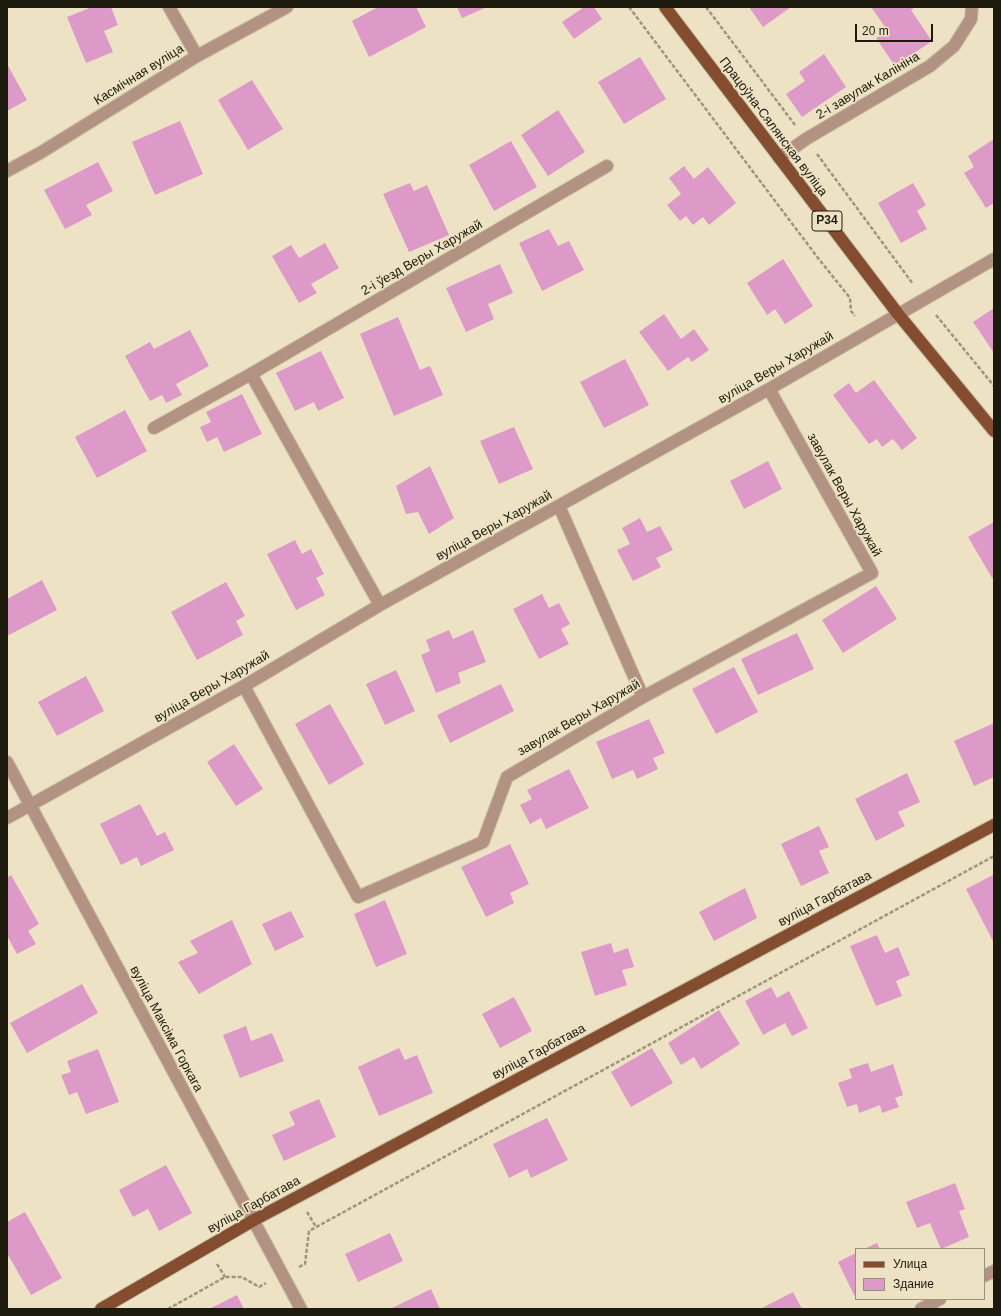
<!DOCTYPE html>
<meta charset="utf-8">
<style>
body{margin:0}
#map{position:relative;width:1001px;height:1316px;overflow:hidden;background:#ede3c4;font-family:Arial,sans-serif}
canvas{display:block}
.frame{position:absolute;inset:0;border:8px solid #1d1a0e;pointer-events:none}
.legend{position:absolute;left:855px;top:1248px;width:130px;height:52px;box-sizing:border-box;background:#ede3c4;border:1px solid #9a937b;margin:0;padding:5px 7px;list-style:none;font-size:12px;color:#1d1a0e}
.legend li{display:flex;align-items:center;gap:8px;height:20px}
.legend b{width:20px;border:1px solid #9a937b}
.scale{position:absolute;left:855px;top:24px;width:78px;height:18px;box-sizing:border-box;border:2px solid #1d1a0e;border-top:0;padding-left:5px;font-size:12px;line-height:14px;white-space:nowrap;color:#1d1a0e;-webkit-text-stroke:3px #ede3c4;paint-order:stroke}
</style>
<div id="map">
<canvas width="1001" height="1316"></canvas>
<div class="frame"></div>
<ul class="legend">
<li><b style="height:5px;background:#844d30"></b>Улица</li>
<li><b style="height:11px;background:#dd9ac9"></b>Здание</li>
</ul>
<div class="scale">20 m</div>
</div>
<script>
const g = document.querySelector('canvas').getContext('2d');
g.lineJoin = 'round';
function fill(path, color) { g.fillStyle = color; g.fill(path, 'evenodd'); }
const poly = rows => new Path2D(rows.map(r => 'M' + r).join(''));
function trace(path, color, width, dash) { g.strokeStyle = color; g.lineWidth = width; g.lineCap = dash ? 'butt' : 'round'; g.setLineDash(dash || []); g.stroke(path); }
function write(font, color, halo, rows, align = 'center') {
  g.font = font + ' Arial,sans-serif'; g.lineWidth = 3.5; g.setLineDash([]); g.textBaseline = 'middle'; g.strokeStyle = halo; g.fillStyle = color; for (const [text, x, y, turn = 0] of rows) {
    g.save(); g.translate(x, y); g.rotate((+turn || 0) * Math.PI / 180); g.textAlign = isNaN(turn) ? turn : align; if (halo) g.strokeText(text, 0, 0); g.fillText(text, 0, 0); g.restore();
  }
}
fill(poly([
 [92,7,111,7,118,25,104,31,113,52,86,63,67,17],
 [378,7,416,7,426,27,369,57,352,21],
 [457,7,487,7,462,18],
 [584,7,594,7,602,19,574,39,562,22],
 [749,7,791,7,763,27],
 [871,7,915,7,911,10,932,41,895,66,876,38,888,31],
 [824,54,846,87,802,117,786,94,805,81,799,72],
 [640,57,666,99,624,124,598,82],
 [7,64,27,100,7,111],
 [252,80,283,129,248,150,218,100],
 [558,110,585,152,548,176,521,135],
 [180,121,203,174,155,195,132,142],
 [994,139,994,203,986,208,964,173,974,167,968,156],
 [511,141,537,187,494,211,469,165],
 [98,162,113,191,86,205,92,215,65,229,44,190],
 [684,166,694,179,708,167,736,203,709,225,703,217,693,225,686,216,680,221,667,205,681,194,669,178],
 [410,183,414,191,427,185,449,235,409,252,383,194],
 [913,183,926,205,917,211,927,229,901,243,878,203],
 [549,229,558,246,569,241,584,270,542,291,519,243],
 [325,243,339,268,311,284,317,293,299,303,272,256,291,245,299,258],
 [783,259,813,306,785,324,775,309,767,315,747,283],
 [500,264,513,293,488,304,494,319,466,332,446,288],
 [994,308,994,353,973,322],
 [664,314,681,339,694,329,709,350,692,362,688,357,668,371,639,332],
 [398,317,420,370,430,366,443,395,394,416,360,334],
 [190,330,209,366,176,384,182,395,166,403,162,395,150,401,125,356,150,342,154,349],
 [321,351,344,398,318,411,314,402,295,411,276,373],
 [625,359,649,405,604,428,580,382],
 [874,380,917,438,902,450,893,439,882,447,877,439,869,444,833,395,849,383,856,393],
 [242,394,262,434,224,452,217,437,207,442,200,427,211,422,206,412],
 [125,410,147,451,97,478,75,437],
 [514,427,533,469,499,484,480,441],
 [768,461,782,489,744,509,730,481],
 [430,466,454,518,429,534,418,512,406,514,396,486],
 [640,518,647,532,660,526,673,550,656,558,661,567,633,581,617,550,630,544,622,528],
 [994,522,994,577,992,578,968,537],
 [295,540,302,554,311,549,324,574,316,578,325,595,296,610,267,554],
 [42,580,57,610,7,636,7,599],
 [226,582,245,616,236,621,243,635,197,660,171,612],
 [876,586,897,619,843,653,822,620],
 [542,594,549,608,559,603,570,624,561,629,569,644,539,659,513,609],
 [449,630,453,639,473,630,486,662,458,673,461,683,436,693,421,655,430,651,426,640],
 [797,633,814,669,758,695,741,659],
 [734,667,758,712,716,734,692,689],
 [396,670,415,711,385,725,366,684],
 [86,676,104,711,57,736,38,702],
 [501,684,514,711,450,743,437,715],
 [330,704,364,764,329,785,295,724],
 [649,719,665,753,653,758,658,769,637,779,633,770,612,779,596,742],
 [994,723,994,777,974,786,954,741],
 [234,744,263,789,236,806,207,762],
 [569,769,589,808,546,829,541,818,530,824,520,805,532,799,527,790],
 [907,773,920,802,898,812,905,826,876,841,855,799],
 [140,804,157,836,165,832,174,850,141,866,137,857,121,865,100,824],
 [819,826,829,847,819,851,829,873,801,886,781,844],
 [510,844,529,884,510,893,514,903,486,917,461,867],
 [11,875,39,924,28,931,36,944,17,954,7,936,7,878],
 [993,875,994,876,994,943,966,889],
 [745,888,757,918,714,941,699,912],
 [385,900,407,954,376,967,354,914],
 [291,911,304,937,275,951,262,924],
 [232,920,252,964,199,994,178,962,198,953,190,941],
 [877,935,885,953,898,947,910,975,896,981,902,996,876,1006,850,946],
 [611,943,614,953,628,948,634,967,622,970,627,985,595,996,581,952],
 [82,984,98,1013,27,1053,10,1023],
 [771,987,777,998,789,991,808,1028,792,1036,785,1023,763,1035,745,1001],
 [514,997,532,1031,500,1048,482,1014],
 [719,1010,740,1044,701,1069,694,1057,681,1065,668,1043],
 [246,1026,251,1041,272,1033,284,1061,240,1078,223,1035],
 [399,1048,405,1060,417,1055,433,1093,379,1116,358,1067],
 [652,1048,673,1083,631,1107,611,1072],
 [98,1049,119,1102,86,1114,77,1092,69,1095,61,1075,71,1072,67,1061],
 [868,1063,871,1072,893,1064,903,1095,895,1098,899,1107,882,1113,880,1105,859,1113,857,1104,847,1107,838,1083,852,1078,849,1069],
 [319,1099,336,1137,284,1161,272,1135,295,1125,289,1112],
 [547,1118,568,1160,531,1178,527,1169,509,1178,493,1144],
 [166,1165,192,1213,159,1231,148,1209,133,1217,119,1190],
 [955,1183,965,1209,959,1211,969,1237,941,1249,930,1223,917,1228,906,1202],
 [25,1212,62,1278,31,1295,7,1253,7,1222],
 [390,1233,403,1261,358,1282,345,1254],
 [877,1243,880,1249,864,1249],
 [856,1253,856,1297,855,1297,838,1262],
 [431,1289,440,1309,390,1309],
 [793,1292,802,1309,760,1309],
 [237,1295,244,1309,209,1309]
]), '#dd9ac9');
const minor = poly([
 [169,7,197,56],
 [779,158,806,139,930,66,954,46,971,19,972,7],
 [7,171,40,153,197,56,287,7],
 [251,374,380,605],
 [154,428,251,374,607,166],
 [559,506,643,697],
 [244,686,358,897,483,842,507,777,643,697,872,573,769,389],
 [7,762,301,1309],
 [7,818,244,686,380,605,769,389,994,259],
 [984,1276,994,1271],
 [921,1309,940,1299]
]);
const major = poly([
 [665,7,898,314,994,431],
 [101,1309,254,1220,994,825]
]);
trace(minor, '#c8bfa3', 14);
trace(major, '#c8bfa3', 14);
trace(poly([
 [629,7,818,258,850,298,851,311,855,316],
 [706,7,795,125],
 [817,154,913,284],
 [936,315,994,386],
 [307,1212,316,1227],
 [217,1264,225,1277],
 [299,1267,305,1264,309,1231,994,856],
 [168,1309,225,1277,242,1277,259,1287,266,1283]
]), '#9d957e', 2.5, [4, 2]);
trace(minor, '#b29282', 12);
trace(major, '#844d30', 12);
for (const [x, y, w] of [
 [827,221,30]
]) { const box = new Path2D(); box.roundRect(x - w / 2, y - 10, w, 20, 3); g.fillStyle = '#ede3c4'; g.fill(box); trace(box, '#1d1a0e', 1); }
write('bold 12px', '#1d1a0e', null, [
 ["Р34",827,221]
]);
write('13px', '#1d1a0e', '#ede3c4', [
 ["Касмічная вуліца",139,75,-32],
 ["2-і завулак Калініна",868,86,-31],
 ["Працоўна-Сялянская вуліца",773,127,53],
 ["2-і ўезд Веры Харужай",422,258,-30],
 ["вуліца Веры Харужай",776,368,-30],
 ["завулак Веры Харужай",844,495,61],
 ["вуліца Веры Харужай",494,526,-29],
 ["вуліца Веры Харужай",212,687,-30],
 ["завулак Веры Харужай",579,718,-30],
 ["вуліца Гарбатава",825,899,-28],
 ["вуліца Максіма Горкага",166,1029,62],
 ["вуліца Гарбатава",539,1052,-28],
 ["вуліца Гарбатава",254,1205,-29]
]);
</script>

········

_Exercise description:_
What is the number of lines above that hold the word "center"? Answer with that number alone.

_Result for this task:_
2